DAVID BYRNE: [singing “Once in a Lifetime”]
Well, how did I get here?
Letting the days go by, let the water hold me down
Letting the days go by, water flowing underground
Same as it ever was
Same as it ever was
Same as it ever was
Same as it ever was
Same as it ever was
Letting the days go by
Once in a lifetime

AMY GOODMAN: American Utopia grew out of David Byrne’s recent world tour, which the British music publication NME said, quote, “may just be the best live show of all time,” unquote. The production features David Byrne and 11 musical artists from around the globe, including six percussionists, performing a selection of songs from, well, throughout his remarkable career, featured on his most recent album, American Utopia, to highlights from his legendary band Talking Heads, including “Burning Down the House.”

TALKING HEADS: [performing “Burning Down the House”]
Watch out you might get what you’re after
Boom babies strange but not a stranger
I’m an ordinary guy
Burning down the house

AMY GOODMAN: Also, “This Must Be the Place.”

TALKING HEADS: [performing “This Must Be the Place”]
Home is where I want to be
Pick me up and turn me around
I feel numb, born with a weak heart
Guess I must be having fun

AMY GOODMAN: American Utopia is just one of David Byrne’s current projects. He also recently launched the online magazine Reasons to Be Cheerful, that highlights solutions-oriented stories around the globe. David Byrne recently came into the Democracy Now! studios on his day off from Broadway. I asked him to talk about the name of his recent album and Broadway show, American Utopia.

DAVID BYRNE: It’s — wow. Partly because it’s sort of the last thing you expect to hear, the words, especially connected with me and at this particular time, with everything that’s going on, it’s kind of like, “Is he serious? Is he being ironic? Is he — does it have some other kind of meaning?” And I thought, “No, let’s be serious about it. Let’s be sincere about this. And although utopia may never exist, may never be achievable, let’s think about what it is we want and what it is we would like to change and what we would like to — where we would like to be, how would we like to be, that kind of thing.” And I thought, “That’s part of what we’re — part of what the show is.” It shows people an alternative way of being.

AMY GOODMAN: You also quote James Baldwin in the play: “I still believe we can do with this country something that has not been done before.”

DAVID BYRNE: It’s not typical of him. But I thought, “But he said this.” And I thought, “So he — despite all his life and everything he wrote about, he didn’t give up. He didn’t get totally cynical. He felt like there’s still possibility here.”

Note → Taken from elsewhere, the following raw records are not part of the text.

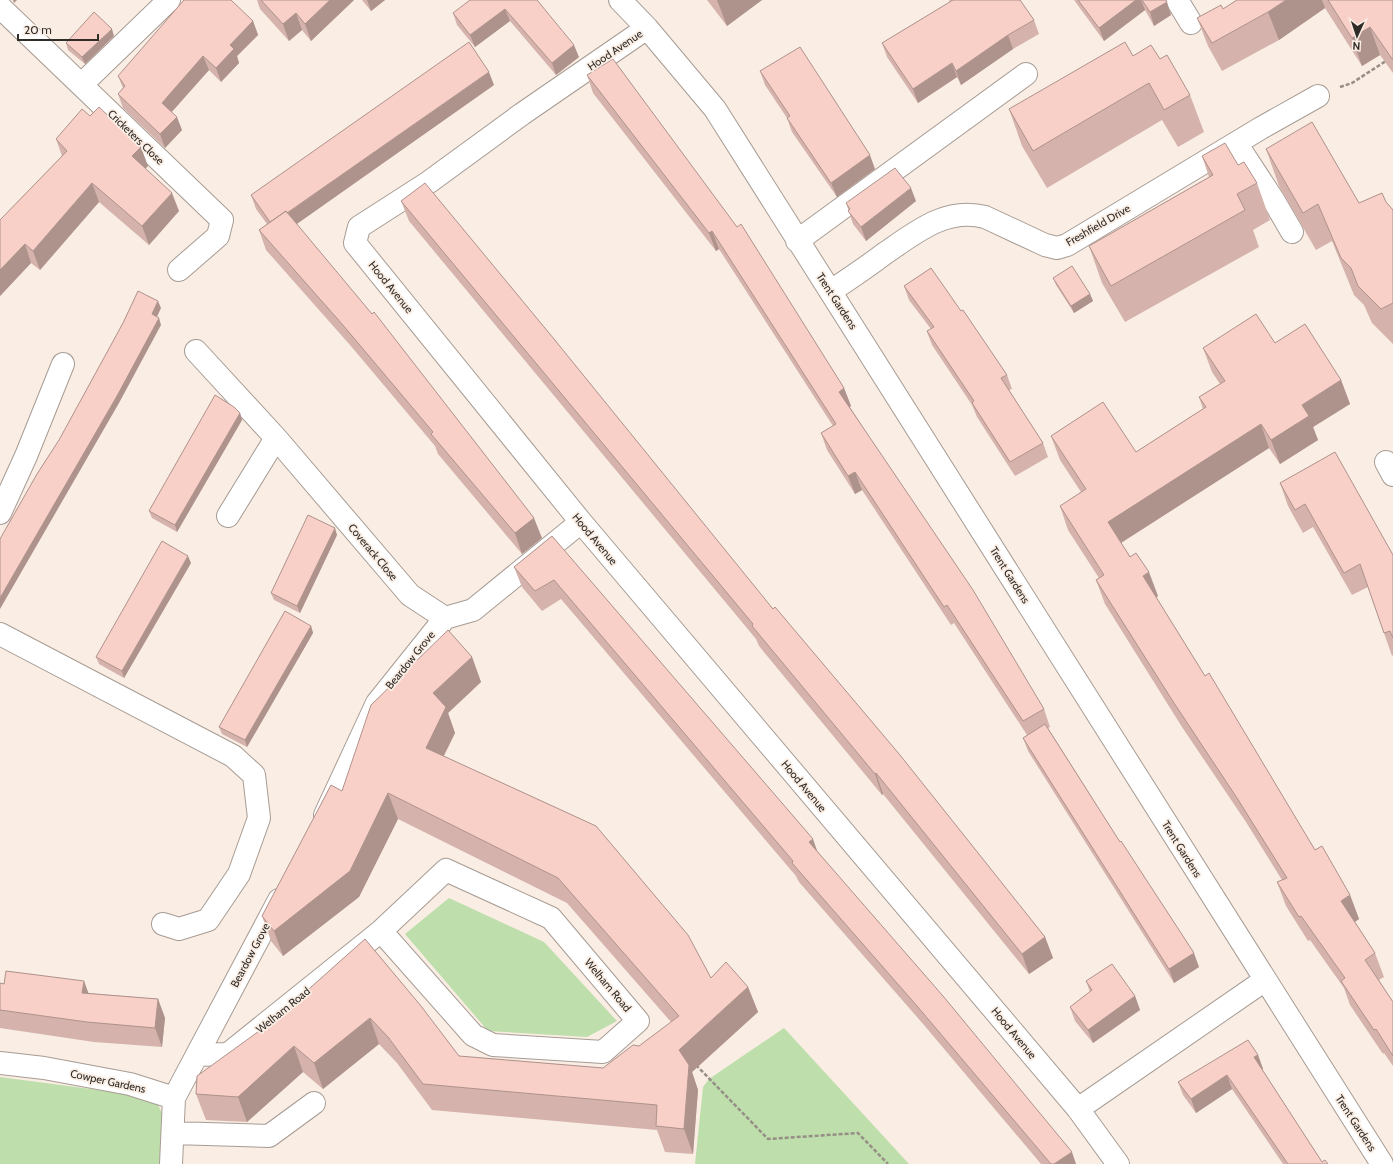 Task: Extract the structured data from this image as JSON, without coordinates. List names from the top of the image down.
{
  "streets": {
    "street": [
      "Hood Avenue",
      "Cricketers Close",
      "Freshfield Drive",
      "Trent Gardens",
      "Coverack Close",
      "Beardow Grove",
      "Welham Road",
      "Cowper Gardens"
    ]
  },
  "crossings": [
    ["Hood Avenue", "Trent Gardens"],
    ["Freshfield Drive", "Trent Gardens"],
    ["Coverack Close", "Beardow Grove"],
    ["Beardow Grove", "Welham Road"],
    ["Beardow Grove", "Cowper Gardens"]
  ],
  "scale_bar": "20 m",
  "north": "bottom"
}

AMY GOODMAN: So you share that optimism?

DAVID BYRNE: Not every day, but I try to. I try to keep that alive.

AMY GOODMAN: So, I called this production a play, because that’s what we say on Broadway. It’s not really — well, it’s certainly not just a play. It’s not a rock opera. What words do you use?

DAVID BYRNE: I think we just call it a show. But it’s — OK, it evolved from a concert tour, as you mentioned, but then we realized that, OK, in a Broadway setting, you have the opportunity to do something else with it. You’re still going to play a lot of songs, but you have the opportunity to kind of make an arc and tell sort of a story. I don’t mean a literal story like “And then this happened, and then this happened, and then this happened.” But you can kind of make it in a story of ideas that takes you from one place and then you end up somewhere else at the end.

AMY GOODMAN: And you begin by talking about how babies have way more connections in their brains than we do.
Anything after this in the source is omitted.